◆ The task: The listing below should be reproduced exactly, with the pictures omitted.
--------
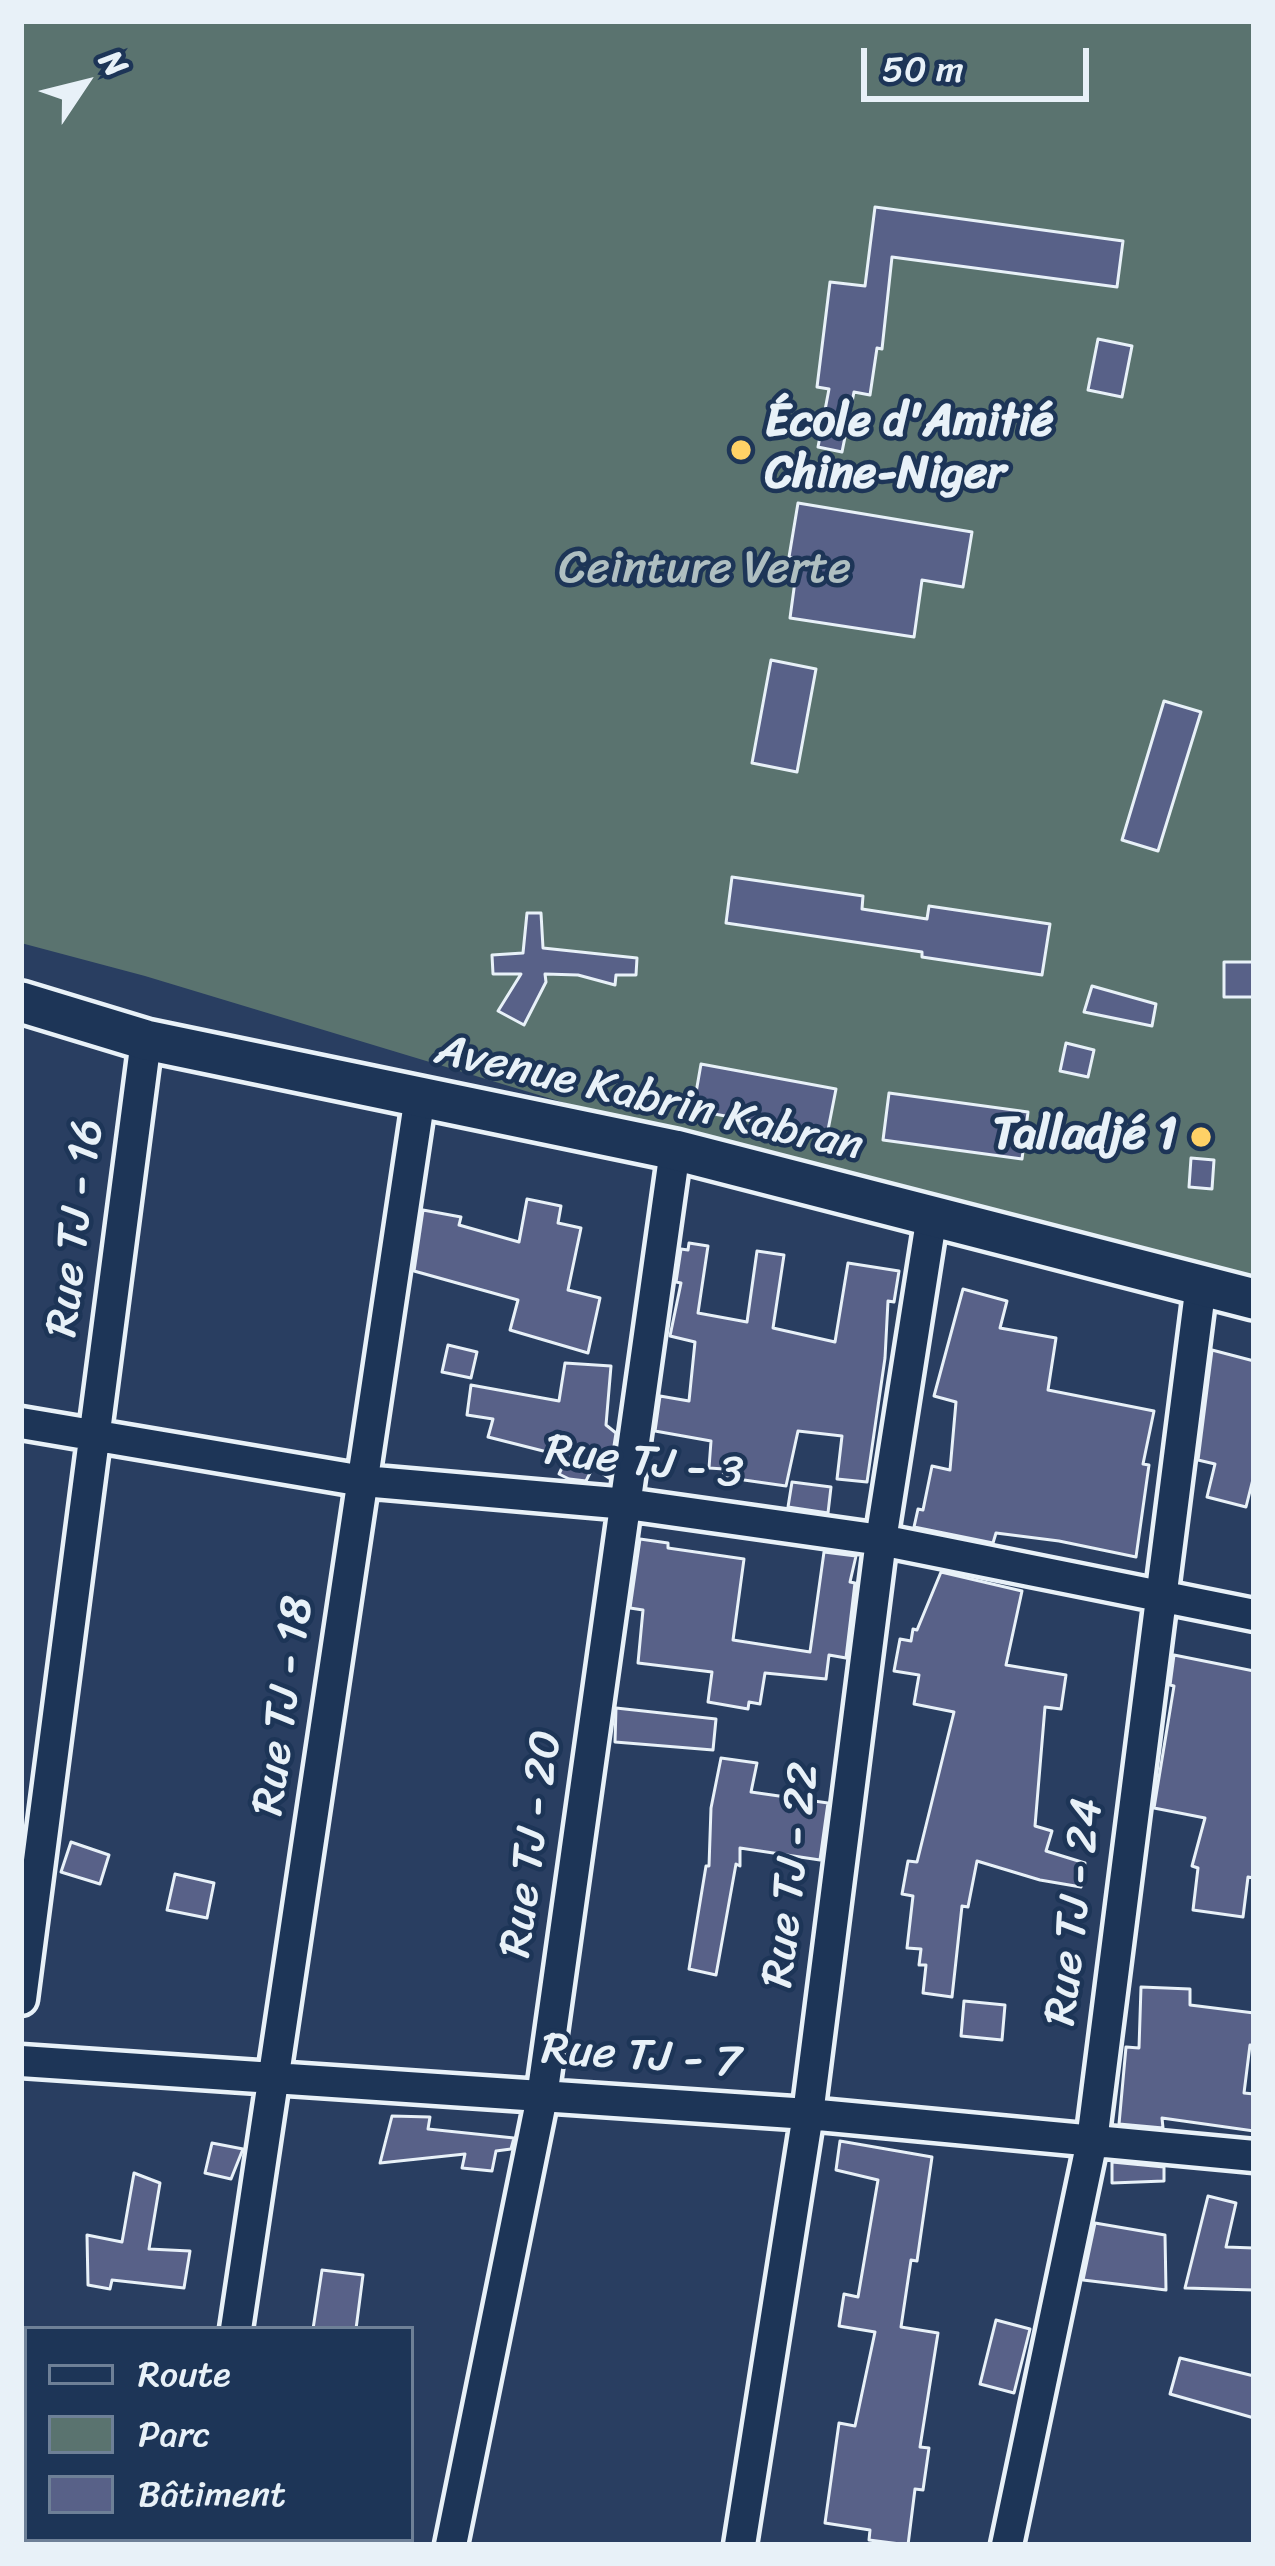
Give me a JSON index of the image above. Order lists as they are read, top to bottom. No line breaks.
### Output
{"streets":{"street":["Avenue Kabrin Kabran","Rue TJ - 16","Rue TJ - 3","Rue TJ - 18","Rue TJ - 20","Rue TJ - 22","Rue TJ - 24","Rue TJ - 7"]},"crossings":[["Avenue Kabrin Kabran","Rue TJ - 16"],["Avenue Kabrin Kabran","Rue TJ - 18"],["Avenue Kabrin Kabran","Rue TJ - 20"],["Avenue Kabrin Kabran","Rue TJ - 22"],["Avenue Kabrin Kabran","Rue TJ - 24"],["Rue TJ - 16","Rue TJ - 3"],["Rue TJ - 3","Rue TJ - 18"],["Rue TJ - 3","Rue TJ - 20"],["Rue TJ - 3","Rue TJ - 22"],["Rue TJ - 3","Rue TJ - 24"],["Rue TJ - 18","Rue TJ - 7"],["Rue TJ - 20","Rue TJ - 7"],["Rue TJ - 22","Rue TJ - 7"],["Rue TJ - 24","Rue TJ - 7"]],"parks":["Ceinture Verte"],"places":["École d'Amitié Chine-Niger","Talladjé 1"],"legend":["Route","Parc","Bâtiment"],"scale_bar":"50 m","north":"top right"}
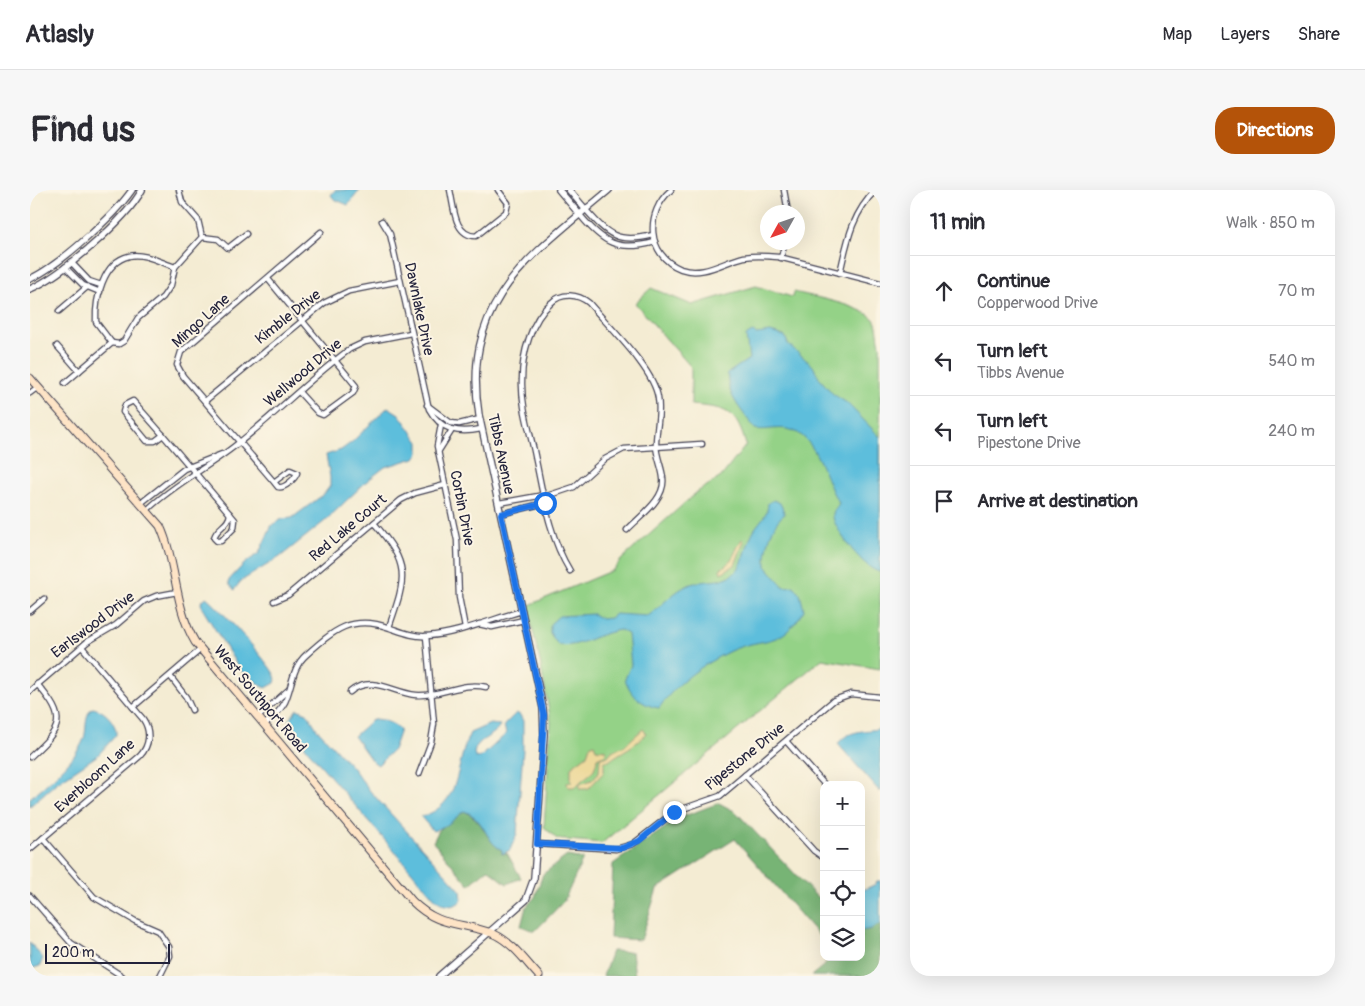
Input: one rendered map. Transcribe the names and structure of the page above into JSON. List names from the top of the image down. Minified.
{"streets":{"main road":["West Southport Road"],"street":["Dawnlake Drive","Kimble Drive","Mingo Lane","Wellwood Drive","Tibbs Avenue","Corbin Drive","Red Lake Court","Earlswood Drive","Pipestone Drive","Everbloom Lane"]},"crossings":[["Dawnlake Drive","Kimble Drive"],["Dawnlake Drive","Wellwood Drive"],["Dawnlake Drive","Tibbs Avenue"],["Dawnlake Drive","Corbin Drive"],["Kimble Drive","Mingo Lane"],["Mingo Lane","Wellwood Drive"],["Wellwood Drive","West Southport Road"],["Tibbs Avenue","West Southport Road"],["Tibbs Avenue","Pipestone Drive"],["Corbin Drive","Red Lake Court"],["Earlswood Drive","West Southport Road"]],"scale_bar":"200 m","north":"bottom left","page":{"header":"Atlasly","nav":["Map","Layers","Share"],"buttons":"Directions","title":"Find us","heading":["11 min","Walk · 850 m"],"list":[["Continue","Copperwood Drive","70 m"],["Turn left","Tibbs Avenue","540 m"],["Turn left","Pipestone Drive","240 m"],"Arrive at destination"],"map_buttons":["+","−"],"scale":"200 m"}}
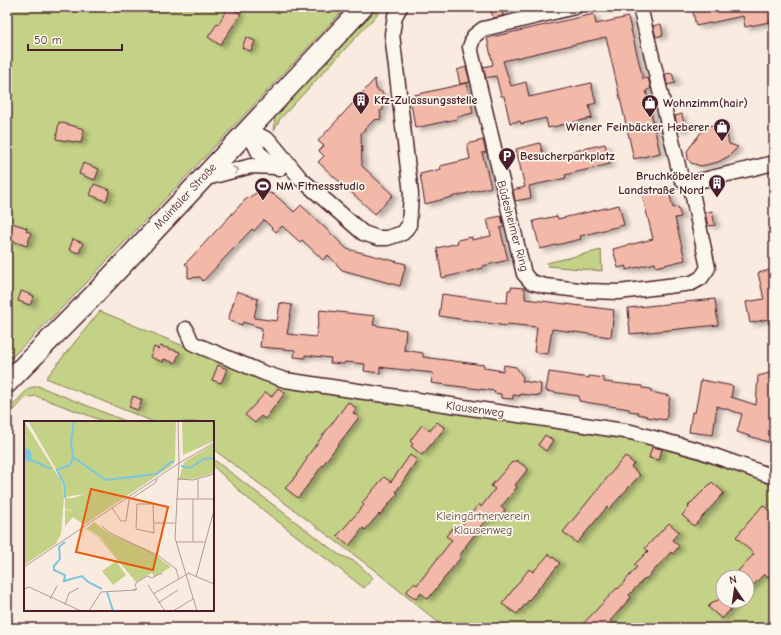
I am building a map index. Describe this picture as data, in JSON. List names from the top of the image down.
{
  "streets": {
    "main road": ["Maintaler Straße"],
    "street": ["Büdesheimer Ring", "Klausenweg"]
  },
  "parks": ["Kleingärtnerverein Klausenweg"],
  "places": {
    "building": ["Kfz-Zulassungsstelle", "Bruchköbeler Landstraße Nord"],
    "shop": ["Wohnzimm(hair)", "Wiener Feinbäcker Heberer"],
    "parking": ["Besucherparkplatz"],
    "sports": ["NM Fitnessstudio"]
  },
  "scale_bar": "50 m",
  "north": "top"
}
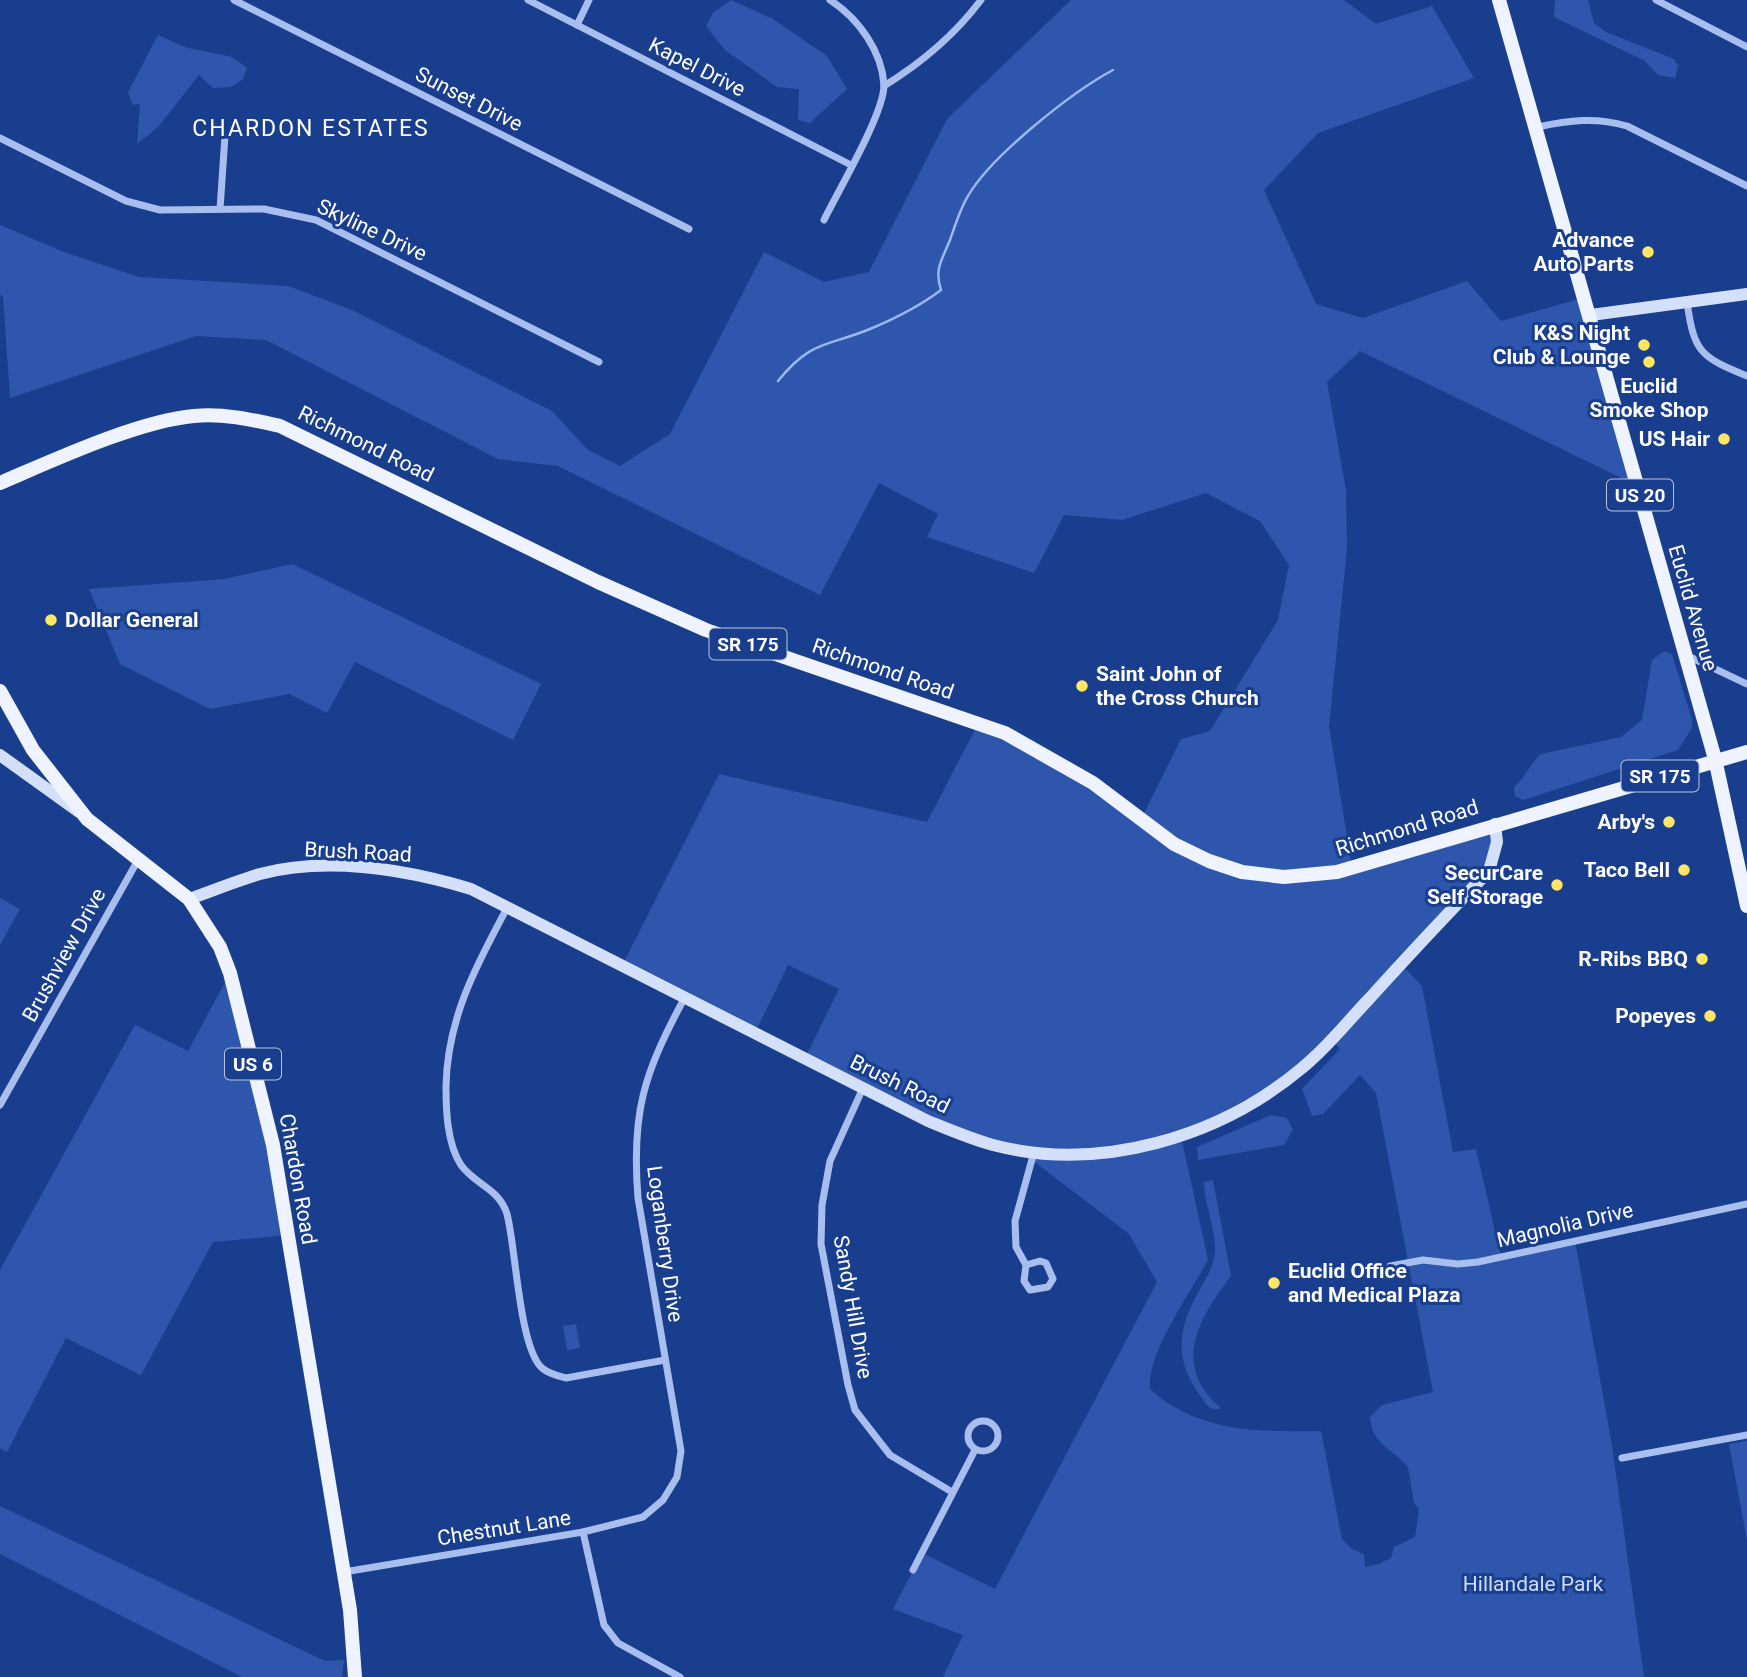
--------
◆ Answer to the problem:
Give me a JSON index of the image above. Order lists as they are read, top to bottom. No line breaks.
### Output
{"streets":{"street":["Avenue Kabrin Kabran","Rue TJ - 16","Rue TJ - 3","Rue TJ - 18","Rue TJ - 20","Rue TJ - 22","Rue TJ - 24","Rue TJ - 7"]},"crossings":[["Avenue Kabrin Kabran","Rue TJ - 16"],["Avenue Kabrin Kabran","Rue TJ - 18"],["Avenue Kabrin Kabran","Rue TJ - 20"],["Avenue Kabrin Kabran","Rue TJ - 22"],["Avenue Kabrin Kabran","Rue TJ - 24"],["Rue TJ - 16","Rue TJ - 3"],["Rue TJ - 3","Rue TJ - 18"],["Rue TJ - 3","Rue TJ - 20"],["Rue TJ - 3","Rue TJ - 22"],["Rue TJ - 3","Rue TJ - 24"],["Rue TJ - 18","Rue TJ - 7"],["Rue TJ - 20","Rue TJ - 7"],["Rue TJ - 22","Rue TJ - 7"],["Rue TJ - 24","Rue TJ - 7"]],"parks":["Ceinture Verte"],"places":["École d'Amitié Chine-Niger","Talladjé 1"],"legend":["Route","Parc","Bâtiment"],"scale_bar":"50 m","north":"top right"}
Input: one rendered map. Transcribe the names and structure of the page above into JSON. List names from the top of the image down. Minified.
{"streets":{"main road":["West Southport Road"],"street":["Dawnlake Drive","Kimble Drive","Mingo Lane","Wellwood Drive","Tibbs Avenue","Corbin Drive","Red Lake Court","Earlswood Drive","Pipestone Drive","Everbloom Lane"]},"crossings":[["Dawnlake Drive","Kimble Drive"],["Dawnlake Drive","Wellwood Drive"],["Dawnlake Drive","Tibbs Avenue"],["Dawnlake Drive","Corbin Drive"],["Kimble Drive","Mingo Lane"],["Mingo Lane","Wellwood Drive"],["Wellwood Drive","West Southport Road"],["Tibbs Avenue","West Southport Road"],["Tibbs Avenue","Pipestone Drive"],["Corbin Drive","Red Lake Court"],["Earlswood Drive","West Southport Road"]],"scale_bar":"200 m","north":"bottom left","page":{"header":"Atlasly","nav":["Map","Layers","Share"],"buttons":"Directions","title":"Find us","heading":["11 min","Walk · 850 m"],"list":[["Continue","Copperwood Drive","70 m"],["Turn left","Tibbs Avenue","540 m"],["Turn left","Pipestone Drive","240 m"],"Arrive at destination"],"map_buttons":["+","−"],"scale":"200 m"}}
I am building a map index. Describe this picture as data, in JSON. List names from the top of the image down.
{
  "streets": {
    "main road": ["Maintaler Straße"],
    "street": ["Büdesheimer Ring", "Klausenweg"]
  },
  "parks": ["Kleingärtnerverein Klausenweg"],
  "places": {
    "building": ["Kfz-Zulassungsstelle", "Bruchköbeler Landstraße Nord"],
    "shop": ["Wohnzimm(hair)", "Wiener Feinbäcker Heberer"],
    "parking": ["Besucherparkplatz"],
    "sports": ["NM Fitnessstudio"]
  },
  "scale_bar": "50 m",
  "north": "top"
}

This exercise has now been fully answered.